A)synthesized/assumed, if it exists at all
or
B) Driven by a different temperature sensor than the actual ECU engine coolant temp sensor.


Check what the ECU is seeing by pulling the values from the diagnostics.
I've uploaded a couple of videos and pictures of some live data. - https://photos.app.goo.gl/u7FEWxT2ijVQLVDr5

The car wasn't completely cold when I started looking at the live data so the coolant temp was around 50 degrees after idling for a while it got up to 85 ish so the coolant sensor seems to be reading correctly.

The car is showing a few codes -

P2178
P0420

I believe these codes are present because the ECU is from a c4 Picasso, the same car the replacement engine came from I just had it unlocked.
UD128
P0565
P1536

The coolant temp reference value being -48 degrees looked a little strange but I don't know, is that normal?

I also see that the upstream sensor regulation status stayed in a closed loop and the downstream sensor regulation status was open loop.



Megaflow

9,919 posts

232 months

Friday 11th October
quotequote all
Off_Da_Wall said:
I've uploaded a couple of videos and pictures of some live data. - https://photos.app.goo.gl/u7FEWxT2ijVQLVDr5

The car wasn't completely cold when I started looking at the live data so the coolant temp was around 50 degrees after idling for a while it got up to 85 ish so the coolant sensor seems to be reading correctly.

The car is showing a few codes -

P2178
P0420

I believe these codes are present because the ECU is from a c4 Picasso, the same car the replacement engine came from I just had it unlocked.
UD128
P0565
P1536

The coolant temp reference value being -48 degrees looked a little strange but I don't know, is that normal?

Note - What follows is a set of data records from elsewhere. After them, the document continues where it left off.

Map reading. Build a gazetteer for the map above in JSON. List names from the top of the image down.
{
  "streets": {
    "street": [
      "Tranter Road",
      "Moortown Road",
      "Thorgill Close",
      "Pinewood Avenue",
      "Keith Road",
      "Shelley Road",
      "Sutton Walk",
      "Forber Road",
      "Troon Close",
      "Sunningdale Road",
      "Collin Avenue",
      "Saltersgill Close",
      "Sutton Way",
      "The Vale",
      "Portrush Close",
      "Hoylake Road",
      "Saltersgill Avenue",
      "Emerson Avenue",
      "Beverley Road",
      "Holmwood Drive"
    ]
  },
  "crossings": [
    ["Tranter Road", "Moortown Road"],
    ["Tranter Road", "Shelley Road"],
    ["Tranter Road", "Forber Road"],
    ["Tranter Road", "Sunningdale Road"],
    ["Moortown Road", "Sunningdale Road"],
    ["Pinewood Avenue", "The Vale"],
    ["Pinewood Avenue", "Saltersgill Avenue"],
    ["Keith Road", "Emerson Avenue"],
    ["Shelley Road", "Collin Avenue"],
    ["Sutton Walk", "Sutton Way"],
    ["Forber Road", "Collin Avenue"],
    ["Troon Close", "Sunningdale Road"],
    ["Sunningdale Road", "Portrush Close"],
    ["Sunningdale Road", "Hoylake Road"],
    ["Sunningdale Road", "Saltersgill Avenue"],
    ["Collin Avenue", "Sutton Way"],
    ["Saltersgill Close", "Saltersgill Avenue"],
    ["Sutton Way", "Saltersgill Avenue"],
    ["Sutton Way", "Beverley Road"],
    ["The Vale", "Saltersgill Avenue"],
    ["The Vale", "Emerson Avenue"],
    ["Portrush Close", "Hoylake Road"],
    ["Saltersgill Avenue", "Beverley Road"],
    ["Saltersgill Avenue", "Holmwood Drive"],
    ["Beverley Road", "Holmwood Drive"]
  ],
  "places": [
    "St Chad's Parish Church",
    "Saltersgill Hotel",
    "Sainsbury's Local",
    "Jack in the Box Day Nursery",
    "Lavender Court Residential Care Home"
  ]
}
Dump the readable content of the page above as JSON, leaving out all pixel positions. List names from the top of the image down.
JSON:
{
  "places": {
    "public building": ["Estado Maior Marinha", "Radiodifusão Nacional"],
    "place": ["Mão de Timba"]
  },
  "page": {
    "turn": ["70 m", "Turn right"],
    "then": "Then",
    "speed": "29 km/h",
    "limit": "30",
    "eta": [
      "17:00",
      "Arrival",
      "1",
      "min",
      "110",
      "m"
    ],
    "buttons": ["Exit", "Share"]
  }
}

I also see that the upstream sensor regulation status stayed in a closed loop and the downstream sensor regulation status was open loop.
I am not sure where you live, you might be typing from the Artic Circle or Greenland, but I wager minus 48 degrees C is very much not normal...

Off_Da_Wall

Original Poster:

8 posts

14 months

Friday 11th October
quotequote all
Megaflow said:
I am not sure where you live, you might be typing from the Artic Circle or Greenland, but I wager minus 48 degrees C is very much not normal...
The question is where is the ECU getting the coolant temperature reference from🤔

Megaflow

9,919 posts

232 months

Friday 11th October
quotequote all
Probably a second sensor, was quite common.

GreenV8S

30,479 posts

291 months

Friday 11th October
quotequote all
Coolant temperature sensors are typically thermisters. These give a lower resistance as they get hotter. A very low temperature reading would indicate a high resistance, perhaps the result of an open circuit in the sensor or the wiring to it.